Mandatory run variablestext: A string
Output variablesembedding: A list of float numbers

meta: A dictionary of metadata
API referenceTwelveLabs
GitHub linkhttps://github.com/deepset-ai/haystack-core-integrations/tree/main/integrations/twelvelabs
Package nametwelvelabs-haystack

Overview

TwelveLabsTextEmbedder embeds a simple string (such as a query) into a vector. For embedding lists of documents, use the TwelveLabsDocumentEmbedder, which enriches each document with the computed embedding. The default model is marengo3.0.

Because Marengo embeds into a single shared space, embeddings produced from text are directly comparable (cosine similarity) with embeddings of images, audio, and video from the same model.

To start using this integration with Haystack, install the package with:

shell
pip install twelvelabs-haystack

The component uses a TWELVELABS_API_KEY environment variable by default. Otherwise, you can pass an API key at initialization with api_key:

python
from haystack.utils import Secret
from haystack_integrations.components.embedders.twelvelabs import TwelveLabsTextEmbedder

embedder = TwelveLabsTextEmbedder(api_key=Secret.from_token("<your-api-key>"))

To get an API key, head to playground.twelvelabs.io.

Usage

On its own

Here is how you can use the component on its own:

python
from haystack_integrations.components.embedders.twelvelabs import TwelveLabsTextEmbedder

text_embedder = TwelveLabsTextEmbedder()

result = text_embedder.run(text="a cat playing piano")
print(result["embedding"])

# [-0.043398008, -0.025287028, -0.0061081843, ...]
print(result["meta"])

# {'model': 'marengo3.0'}
info

We recommend setting TWELVELABS_API_KEY as an environment variable instead of setting it as a parameter.

In a pipeline

python
from haystack import Document, Pipeline
from haystack.document_stores.in_memory import InMemoryDocumentStore
from haystack.components.writers import DocumentWriter
from haystack.components.retrievers.in_memory import InMemoryEmbeddingRetriever
from haystack_integrations.components.embedders.twelvelabs import (
TwelveLabsDocumentEmbedder,
TwelveLabsTextEmbedder,
)

document_store = InMemoryDocumentStore(embedding_similarity_function="cosine")

documents = [
Document(content="a cat playing piano"),
Document(content="a dog catching a frisbee at the beach"),
Document(content="a timelapse of a city skyline at night"),
]

indexing_pipeline = Pipeline()
indexing_pipeline.add_component("embedder", TwelveLabsDocumentEmbedder())
indexing_pipeline.add_component("writer", DocumentWriter(document_store=document_store))
indexing_pipeline.connect("embedder", "writer")
indexing_pipeline.run({"embedder": {"documents": documents}})

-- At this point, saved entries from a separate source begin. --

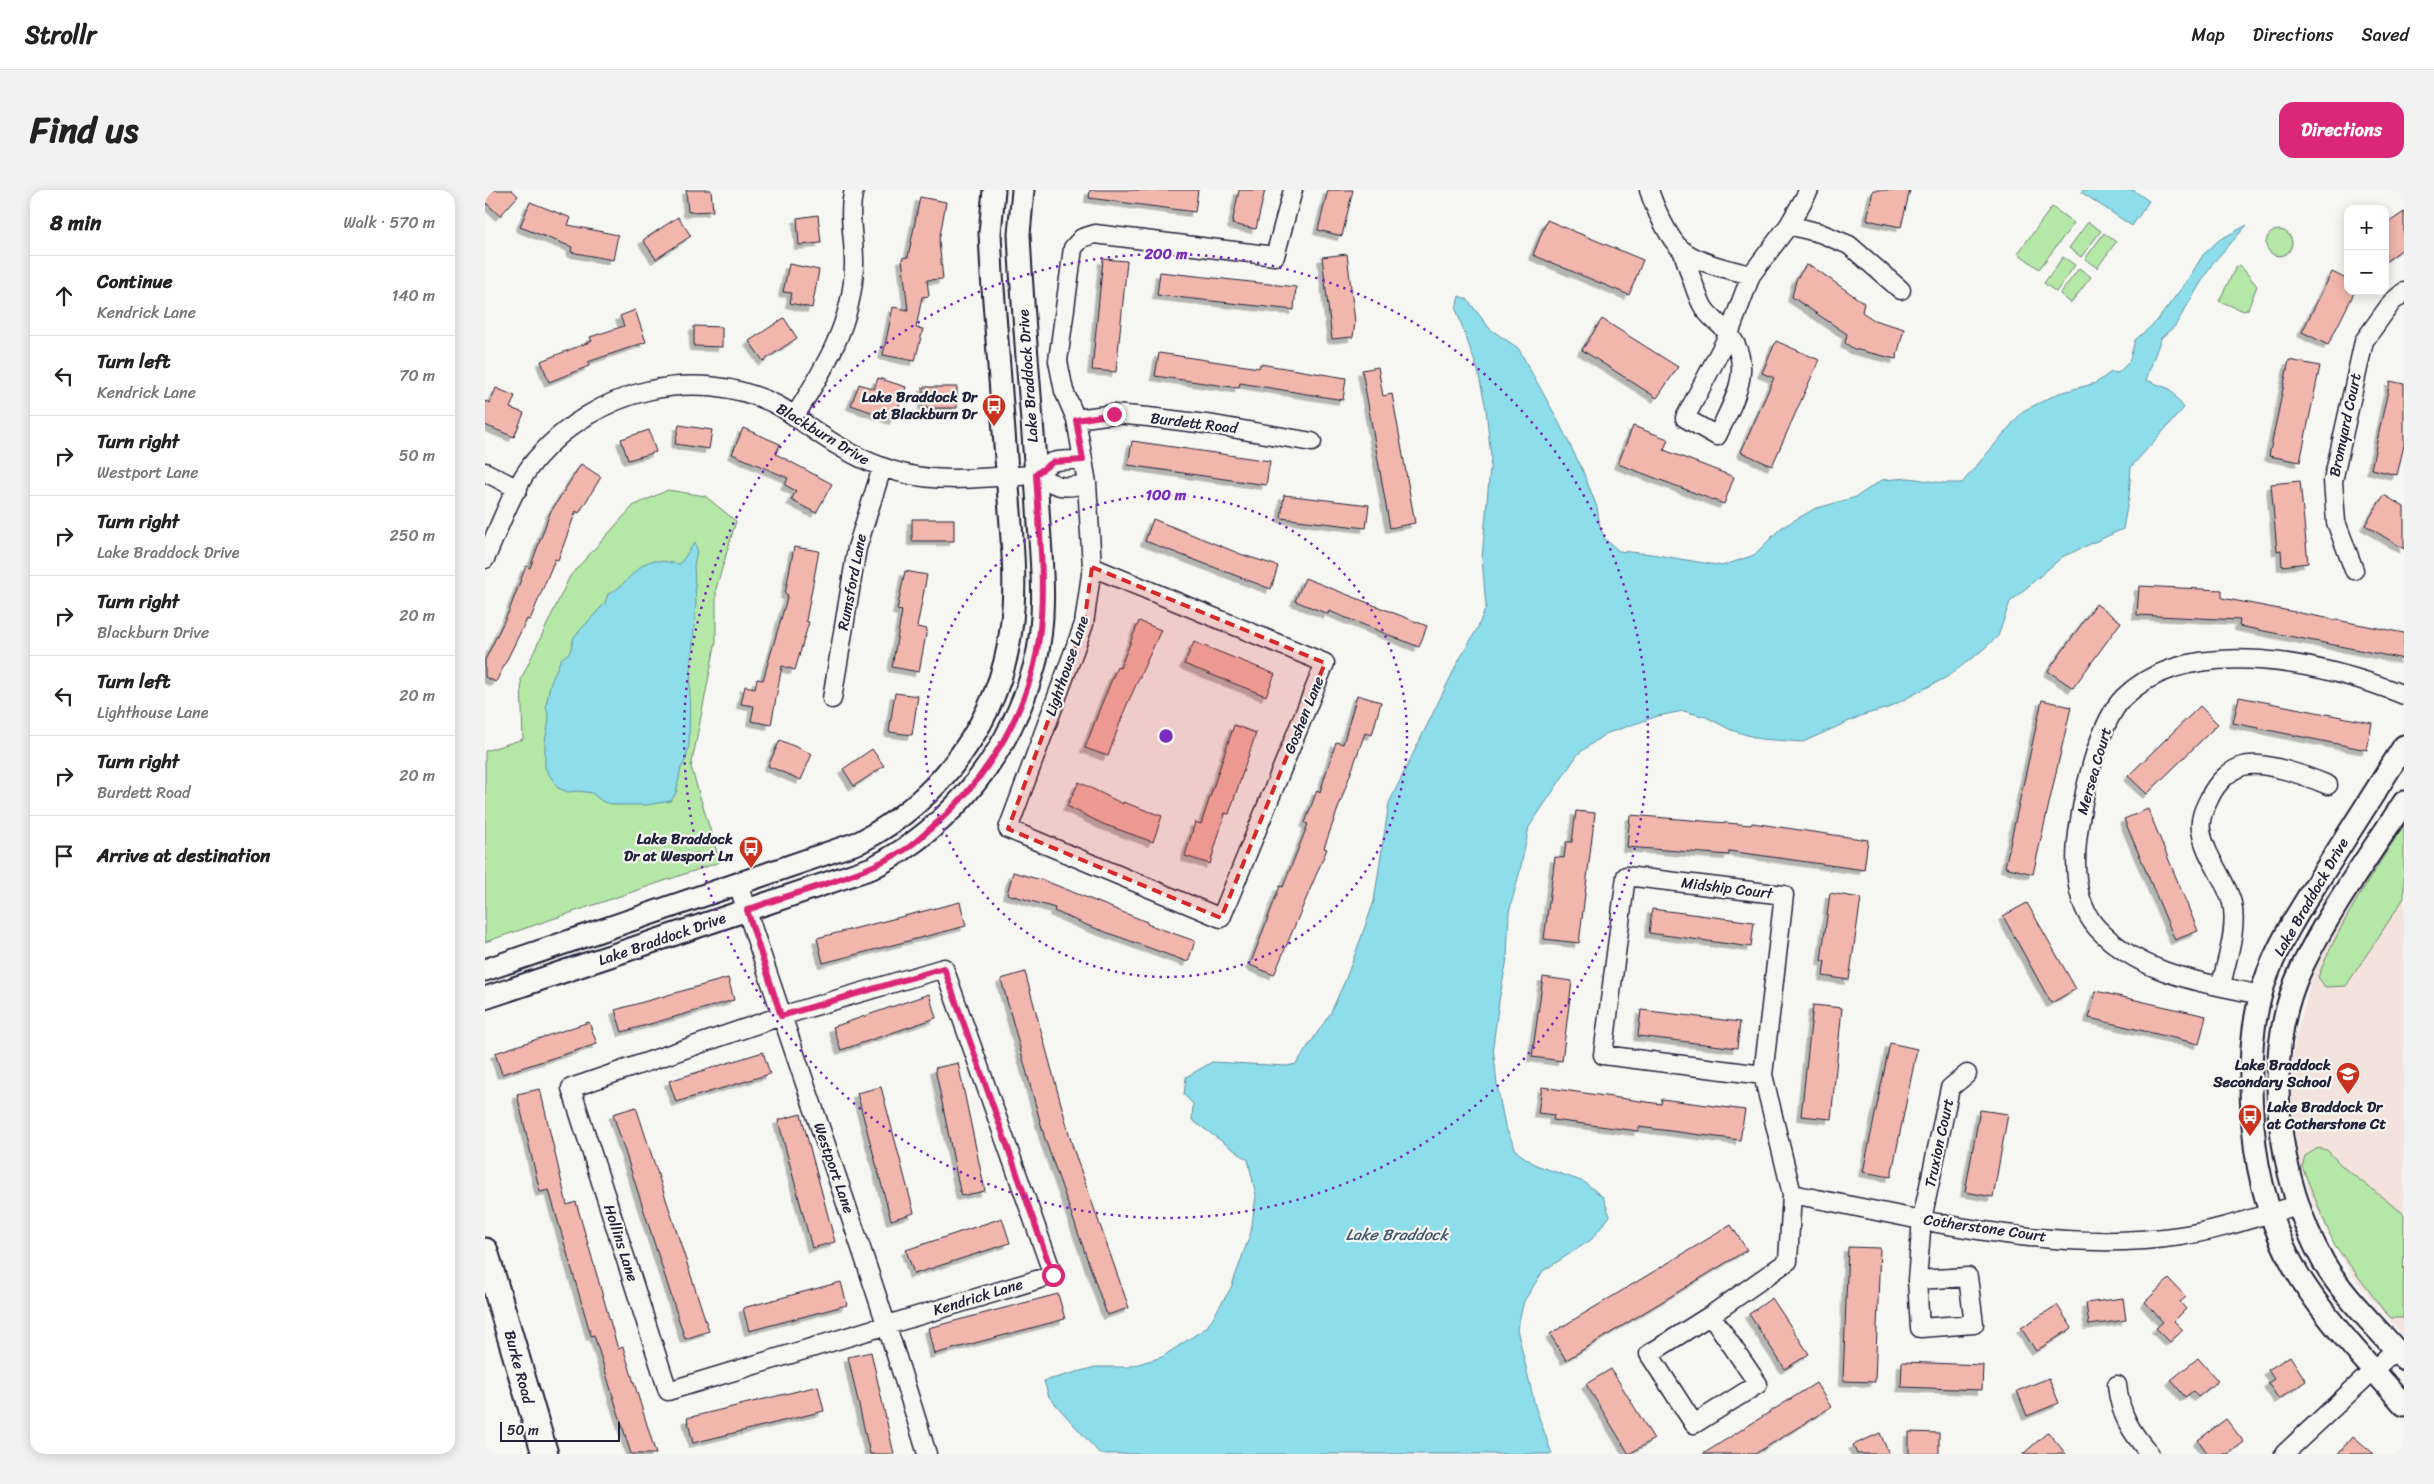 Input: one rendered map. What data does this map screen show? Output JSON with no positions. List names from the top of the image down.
{
  "streets": {
    "main road": ["Burke Road"],
    "street": [
      "Lake Braddock Drive",
      "Burdett Road",
      "Bromyard Court",
      "Blackburn Drive",
      "Rumsford Lane",
      "Lighthouse Lane",
      "Goshen Lane",
      "Mersea Court",
      "Midship Court",
      "Truxion Court",
      "Westport Lane",
      "Cotherstone Court",
      "Hollins Lane",
      "Kendrick Lane"
    ]
  },
  "crossings": [
    ["Lake Braddock Drive", "Blackburn Drive"],
    ["Lake Braddock Drive", "Mersea Court"],
    ["Lake Braddock Drive", "Westport Lane"],
    ["Lake Braddock Drive", "Cotherstone Court"],
    ["Burdett Road", "Lighthouse Lane"],
    ["Blackburn Drive", "Rumsford Lane"],
    ["Blackburn Drive", "Lighthouse Lane"],
    ["Lighthouse Lane", "Goshen Lane"],
    ["Truxion Court", "Cotherstone Court"],
    ["Westport Lane", "Hollins Lane"],
    ["Westport Lane", "Kendrick Lane"],
    ["Hollins Lane", "Kendrick Lane"]
  ],
  "water": ["Lake Braddock"],
  "places": {
    "bus stop": ["Lake Braddock Dr at Blackburn Dr", "Lake Braddock Dr at Wesport Ln", "Lake Braddock Dr at Cotherstone Ct"],
    "school or university": ["Lake Braddock Secondary School"]
  },
  "scale_bar": "50 m",
  "page": {
    "header": "Strollr",
    "nav": ["Map", "Directions", "Saved"],
    "title": "Find us",
    "buttons": "Directions",
    "heading": ["8 min", "Walk · 570 m"],
    "map_buttons": ["+", "−"],
    "list": [
      ["Continue", "Kendrick Lane", "140 m"],
      ["Turn left", "Kendrick Lane", "70 m"],
      ["Turn right", "Westport Lane", "50 m"],
      ["Turn right", "Lake Braddock Drive", "250 m"],
      ["Turn right", "Blackburn Drive", "20 m"],
      ["Turn left", "Lighthouse Lane", "20 m"],
      ["Turn right", "Burdett Road", "20 m"],
      "Arrive at destination"
    ],
    "scale": "50 m"
  },
  "rings": ["200 m", "100 m"]
}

query_pipeline = Pipeline()
query_pipeline.add_component("text_embedder", TwelveLabsTextEmbedder())
query_pipeline.add_component(
"retriever",
InMemoryEmbeddingRetriever(document_store=document_store),
)
query_pipeline.connect("text_embedder.embedding", "retriever.query_embedding")

result = query_pipeline.run({"text_embedder": {"text": "feline making music"}})
print(result["retriever"]["documents"][0].content)

# a cat playing piano